-- TASK INSTRUCTIONS --
Which lines of the data below include the string "Calle"? Return each of them.

[Stored data]
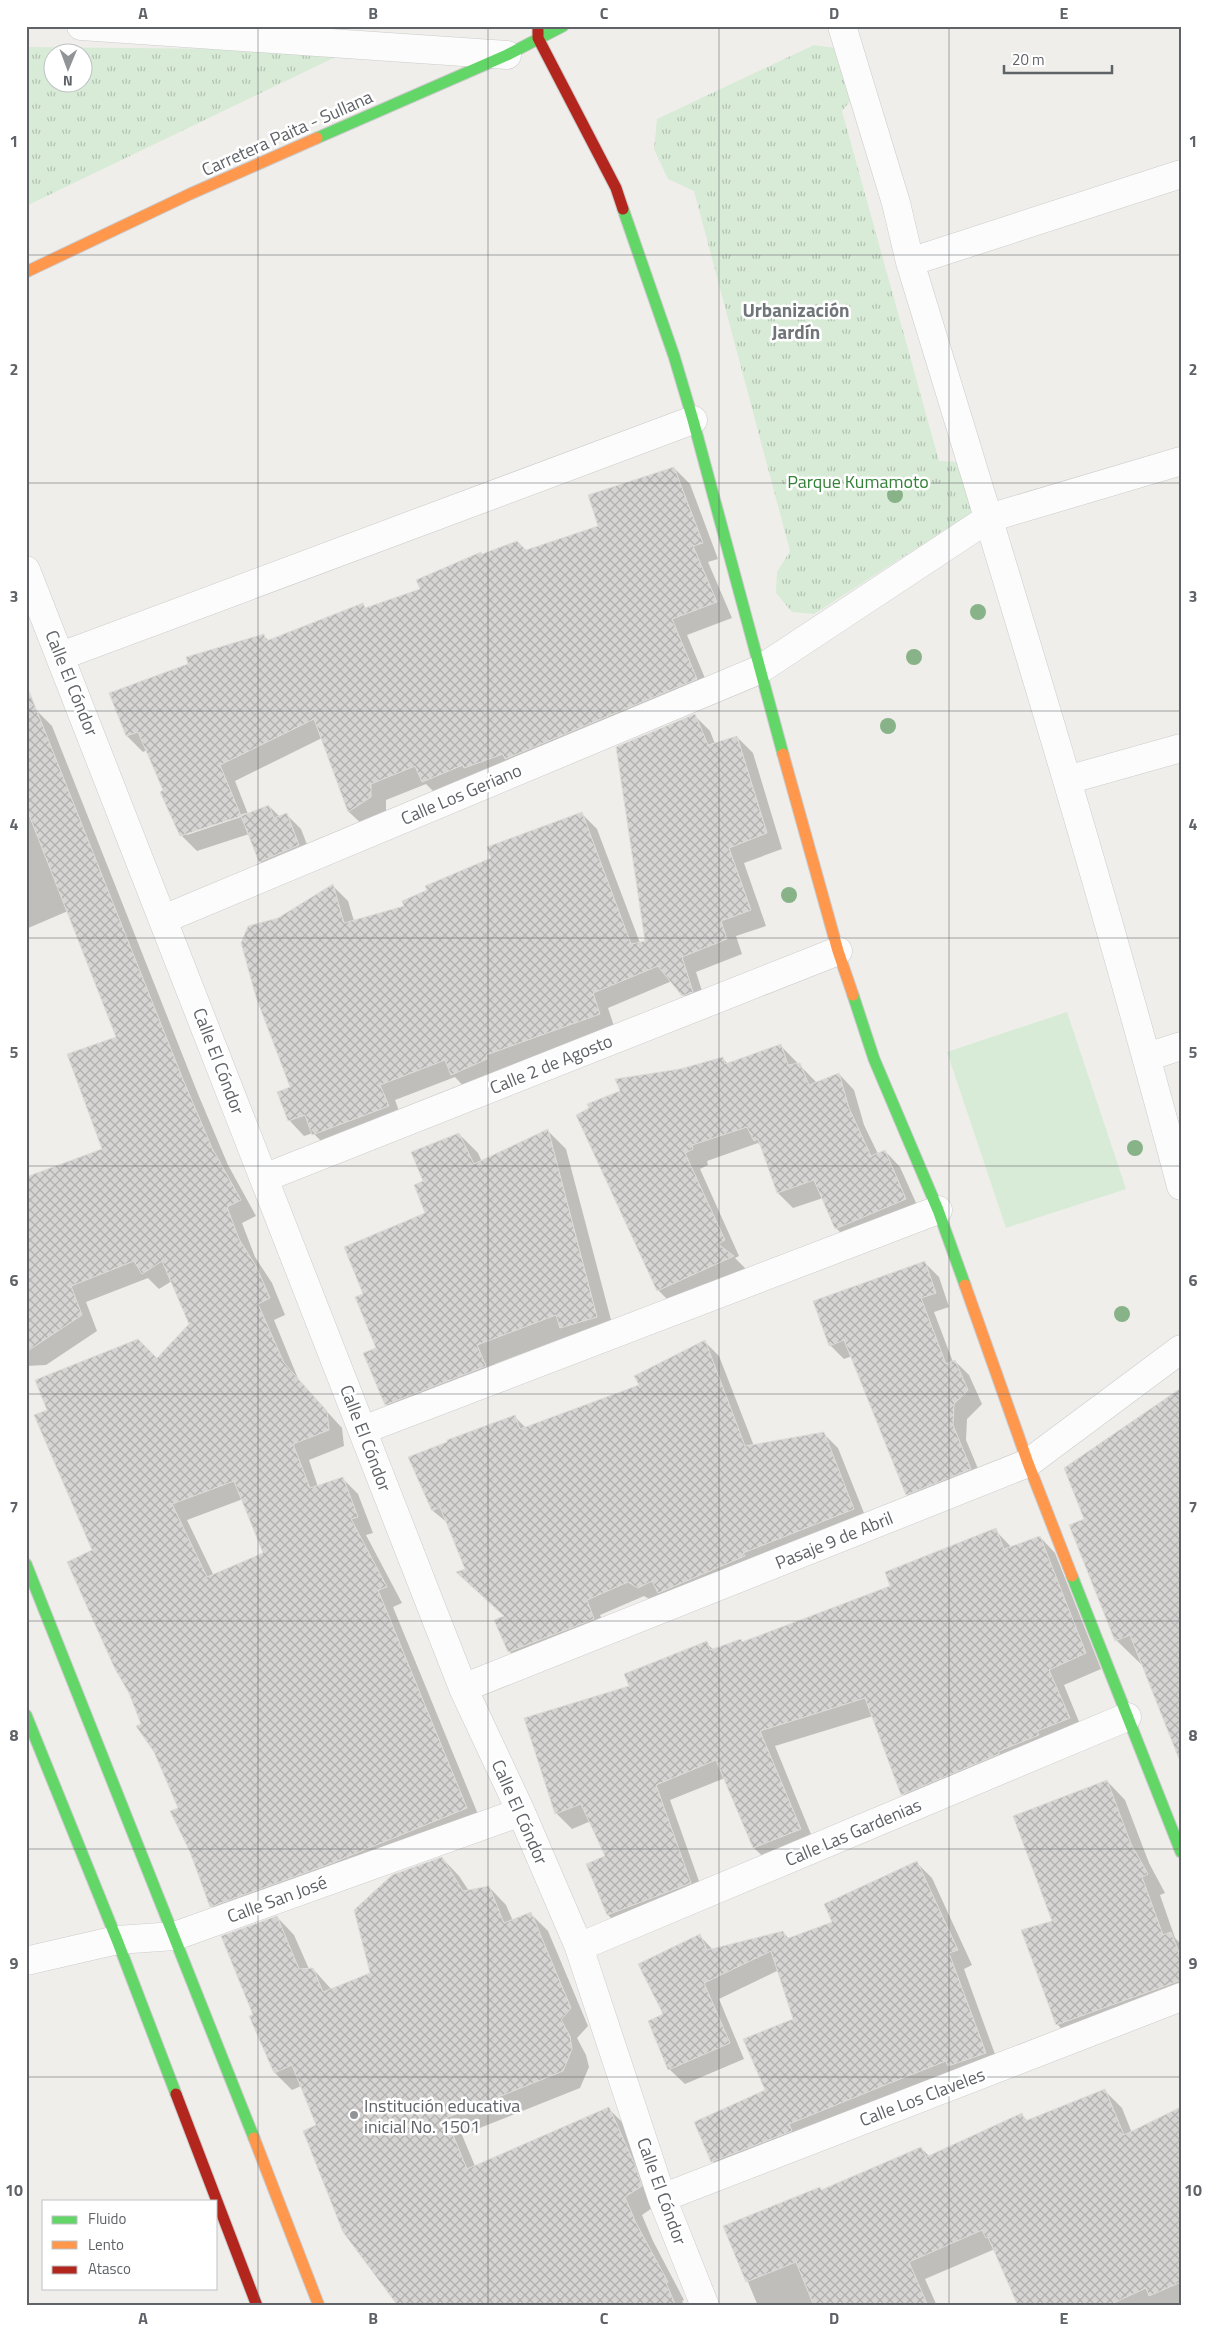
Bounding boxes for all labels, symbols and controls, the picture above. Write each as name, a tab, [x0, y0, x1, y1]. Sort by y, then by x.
text: A	[138, 1, 148, 25]
text: B	[368, 1, 378, 25]
text: C	[600, 1, 609, 25]
text: D	[829, 1, 839, 25]
text: E	[1060, 1, 1069, 25]
north arrow	[42, 42, 92, 92]
scale bar	[1004, 42, 1112, 74]
text: 20 m	[1012, 48, 1045, 71]
text: N	[63, 71, 73, 92]
street label: Carretera Paita - Sullana	[197, 83, 377, 183]
text: 1	[10, 129, 18, 153]
text: 1	[1189, 129, 1197, 153]
district label: Urbanización Jardín	[742, 295, 850, 346]
text: 2	[10, 357, 18, 381]
text: 2	[1189, 357, 1197, 381]
park label: Parque Kumamoto	[787, 468, 929, 495]
text: 3	[10, 584, 18, 608]
text: 3	[1189, 584, 1197, 608]
street label: Calle El Cóndor	[38, 626, 106, 740]
street label: Calle Los Geriano	[396, 756, 526, 832]
text: 4	[10, 812, 19, 836]
text: 4	[1189, 812, 1198, 836]
street label: Calle El Cóndor	[186, 1004, 252, 1118]
street label: Calle 2 de Agosto	[486, 1027, 616, 1101]
text: 5	[10, 1040, 19, 1064]
text: 5	[1189, 1040, 1198, 1064]
text: 6	[10, 1268, 19, 1292]
text: 6	[1189, 1268, 1198, 1292]
street label: Calle El Cóndor	[333, 1381, 399, 1495]
text: 7	[10, 1495, 18, 1519]
text: 7	[1189, 1495, 1197, 1519]
street label: Pasaje 9 de Abril	[771, 1504, 897, 1576]
text: 8	[10, 1723, 19, 1747]
text: 8	[1189, 1723, 1198, 1747]
street label: Calle El Cóndor	[485, 1755, 555, 1869]
street label: Calle Las Gardenias	[781, 1791, 925, 1873]
street label: Calle San José	[223, 1868, 331, 1930]
text: 9	[10, 1951, 19, 1975]
text: 9	[1189, 1951, 1198, 1975]
street label: Calle Los Claveles	[855, 2061, 989, 2133]
place label: Institución educativa inicial No. 1501	[364, 2092, 520, 2140]
marker: Institución educativa inicial No. 1501	[348, 2109, 360, 2121]
street label: Calle El Cóndor	[630, 2134, 694, 2248]
text: 10	[5, 2178, 23, 2202]
text: 10	[1184, 2178, 1202, 2202]
legend	[42, 2200, 218, 2290]
text: Fluido	[88, 2207, 127, 2230]
text: Lento	[88, 2233, 124, 2256]
text: Atasco	[88, 2257, 131, 2280]
text: A	[138, 2306, 148, 2330]
text: B	[368, 2306, 378, 2330]
text: C	[600, 2306, 609, 2330]
text: D	[829, 2306, 839, 2330]
text: E	[1060, 2306, 1069, 2330]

-- ANSWER FOR THIS EXERCISE --
street label: Calle El Cóndor	[38, 626, 106, 740]
street label: Calle Los Geriano	[396, 756, 526, 832]
street label: Calle El Cóndor	[186, 1004, 252, 1118]
street label: Calle 2 de Agosto	[486, 1027, 616, 1101]
street label: Calle El Cóndor	[333, 1381, 399, 1495]
street label: Calle El Cóndor	[485, 1755, 555, 1869]
street label: Calle Las Gardenias	[781, 1791, 925, 1873]
street label: Calle San José	[223, 1868, 331, 1930]
street label: Calle Los Claveles	[855, 2061, 989, 2133]
street label: Calle El Cóndor	[630, 2134, 694, 2248]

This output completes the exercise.